Items listed in a dataset
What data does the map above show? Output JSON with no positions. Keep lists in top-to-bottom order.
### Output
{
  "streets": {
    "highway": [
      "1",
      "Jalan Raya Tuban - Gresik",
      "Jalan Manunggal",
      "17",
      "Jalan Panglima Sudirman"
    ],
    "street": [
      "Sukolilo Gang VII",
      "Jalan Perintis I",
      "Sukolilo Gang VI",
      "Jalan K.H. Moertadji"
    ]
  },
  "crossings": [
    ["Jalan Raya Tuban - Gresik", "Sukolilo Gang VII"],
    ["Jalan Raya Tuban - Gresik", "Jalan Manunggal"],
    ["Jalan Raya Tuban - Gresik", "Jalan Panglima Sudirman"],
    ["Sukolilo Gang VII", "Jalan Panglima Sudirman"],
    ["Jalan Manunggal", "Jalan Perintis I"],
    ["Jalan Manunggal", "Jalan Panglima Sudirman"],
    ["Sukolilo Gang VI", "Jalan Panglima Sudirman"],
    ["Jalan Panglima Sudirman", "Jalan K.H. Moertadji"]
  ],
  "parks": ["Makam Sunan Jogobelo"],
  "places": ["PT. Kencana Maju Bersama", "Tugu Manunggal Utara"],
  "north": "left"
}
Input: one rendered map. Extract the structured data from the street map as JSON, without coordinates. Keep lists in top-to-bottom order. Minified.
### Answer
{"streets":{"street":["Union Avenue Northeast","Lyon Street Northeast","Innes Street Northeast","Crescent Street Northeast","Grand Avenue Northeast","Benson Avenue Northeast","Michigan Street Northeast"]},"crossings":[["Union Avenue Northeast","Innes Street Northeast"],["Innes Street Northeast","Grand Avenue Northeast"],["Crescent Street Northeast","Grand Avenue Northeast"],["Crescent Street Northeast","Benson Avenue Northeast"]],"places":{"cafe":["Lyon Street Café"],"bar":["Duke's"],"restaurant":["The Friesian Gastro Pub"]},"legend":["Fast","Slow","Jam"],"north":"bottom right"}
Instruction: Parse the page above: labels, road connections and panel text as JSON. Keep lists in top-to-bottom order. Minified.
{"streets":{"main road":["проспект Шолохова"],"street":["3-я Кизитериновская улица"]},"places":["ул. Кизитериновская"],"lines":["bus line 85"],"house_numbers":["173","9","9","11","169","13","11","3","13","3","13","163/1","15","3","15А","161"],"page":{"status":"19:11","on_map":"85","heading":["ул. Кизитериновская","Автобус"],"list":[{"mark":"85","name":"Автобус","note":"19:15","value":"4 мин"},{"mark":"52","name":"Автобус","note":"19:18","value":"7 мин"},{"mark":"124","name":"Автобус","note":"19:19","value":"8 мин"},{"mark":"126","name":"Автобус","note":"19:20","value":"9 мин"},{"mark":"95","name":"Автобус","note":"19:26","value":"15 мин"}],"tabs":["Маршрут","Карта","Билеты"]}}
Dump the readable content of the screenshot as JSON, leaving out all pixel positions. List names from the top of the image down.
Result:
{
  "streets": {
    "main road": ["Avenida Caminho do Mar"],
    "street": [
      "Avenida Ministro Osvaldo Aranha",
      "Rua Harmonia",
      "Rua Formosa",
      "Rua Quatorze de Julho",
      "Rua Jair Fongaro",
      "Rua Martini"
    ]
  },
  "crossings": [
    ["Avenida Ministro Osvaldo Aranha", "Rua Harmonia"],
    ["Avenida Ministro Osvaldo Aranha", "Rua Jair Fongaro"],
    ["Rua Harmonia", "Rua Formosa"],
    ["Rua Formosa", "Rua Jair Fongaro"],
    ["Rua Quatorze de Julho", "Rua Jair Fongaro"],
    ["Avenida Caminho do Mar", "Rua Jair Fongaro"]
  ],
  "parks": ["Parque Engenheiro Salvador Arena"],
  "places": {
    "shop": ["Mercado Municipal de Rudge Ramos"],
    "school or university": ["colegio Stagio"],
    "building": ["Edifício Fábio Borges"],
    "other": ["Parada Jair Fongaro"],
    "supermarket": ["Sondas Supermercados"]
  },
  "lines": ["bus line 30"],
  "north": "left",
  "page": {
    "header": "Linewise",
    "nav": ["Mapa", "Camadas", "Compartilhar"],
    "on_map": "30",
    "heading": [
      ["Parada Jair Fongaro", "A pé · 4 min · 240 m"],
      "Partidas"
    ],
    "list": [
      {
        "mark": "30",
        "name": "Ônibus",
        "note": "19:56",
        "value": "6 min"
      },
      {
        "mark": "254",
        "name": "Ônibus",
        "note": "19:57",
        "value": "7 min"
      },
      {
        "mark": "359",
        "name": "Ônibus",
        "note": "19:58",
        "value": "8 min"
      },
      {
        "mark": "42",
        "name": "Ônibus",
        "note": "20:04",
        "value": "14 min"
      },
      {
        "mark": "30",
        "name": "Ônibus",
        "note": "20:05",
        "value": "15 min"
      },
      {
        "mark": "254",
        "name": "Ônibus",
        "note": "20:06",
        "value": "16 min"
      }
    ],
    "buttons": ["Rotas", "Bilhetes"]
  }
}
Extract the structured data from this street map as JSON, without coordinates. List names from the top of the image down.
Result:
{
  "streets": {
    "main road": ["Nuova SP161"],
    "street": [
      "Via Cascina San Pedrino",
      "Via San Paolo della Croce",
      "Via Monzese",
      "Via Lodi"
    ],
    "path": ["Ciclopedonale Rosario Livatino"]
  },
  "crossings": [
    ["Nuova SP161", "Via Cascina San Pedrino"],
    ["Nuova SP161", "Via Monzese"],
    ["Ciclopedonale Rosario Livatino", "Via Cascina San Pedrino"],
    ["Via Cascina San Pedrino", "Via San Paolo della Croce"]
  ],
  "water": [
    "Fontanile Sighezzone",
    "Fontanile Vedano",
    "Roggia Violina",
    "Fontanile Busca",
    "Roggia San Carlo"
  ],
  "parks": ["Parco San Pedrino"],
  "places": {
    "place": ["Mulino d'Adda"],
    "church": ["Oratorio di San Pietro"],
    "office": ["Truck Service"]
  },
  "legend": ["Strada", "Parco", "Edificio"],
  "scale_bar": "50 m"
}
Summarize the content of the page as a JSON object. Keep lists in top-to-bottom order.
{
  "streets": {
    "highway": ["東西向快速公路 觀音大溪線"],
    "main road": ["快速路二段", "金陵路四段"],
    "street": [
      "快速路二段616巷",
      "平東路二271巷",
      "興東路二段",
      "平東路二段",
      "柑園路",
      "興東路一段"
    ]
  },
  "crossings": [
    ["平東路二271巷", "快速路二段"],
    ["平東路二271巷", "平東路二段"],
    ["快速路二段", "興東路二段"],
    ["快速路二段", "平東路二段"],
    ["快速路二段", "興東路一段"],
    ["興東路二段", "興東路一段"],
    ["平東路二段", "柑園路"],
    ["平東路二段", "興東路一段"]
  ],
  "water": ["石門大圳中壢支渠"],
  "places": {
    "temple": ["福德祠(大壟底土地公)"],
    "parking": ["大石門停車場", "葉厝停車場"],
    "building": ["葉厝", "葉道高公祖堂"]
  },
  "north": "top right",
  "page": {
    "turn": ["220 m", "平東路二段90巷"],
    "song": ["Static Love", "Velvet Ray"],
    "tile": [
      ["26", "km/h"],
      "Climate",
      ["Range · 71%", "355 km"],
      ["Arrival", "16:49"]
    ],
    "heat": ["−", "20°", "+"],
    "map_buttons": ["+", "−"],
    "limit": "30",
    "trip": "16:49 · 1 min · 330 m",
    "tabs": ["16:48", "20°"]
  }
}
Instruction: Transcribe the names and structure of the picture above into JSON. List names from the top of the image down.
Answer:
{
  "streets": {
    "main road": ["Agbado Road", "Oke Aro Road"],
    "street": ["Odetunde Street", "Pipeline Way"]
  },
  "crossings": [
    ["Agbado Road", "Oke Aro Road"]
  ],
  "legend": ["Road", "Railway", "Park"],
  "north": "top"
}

(Exercise requirements):
Track down every line in the entries that includes the string "Ministro", and copy it.

(Exercise solution):
      "Avenida Ministro Osvaldo Aranha",
    ["Avenida Ministro Osvaldo Aranha", "Rua Harmonia"],
    ["Avenida Ministro Osvaldo Aranha", "Rua Jair Fongaro"],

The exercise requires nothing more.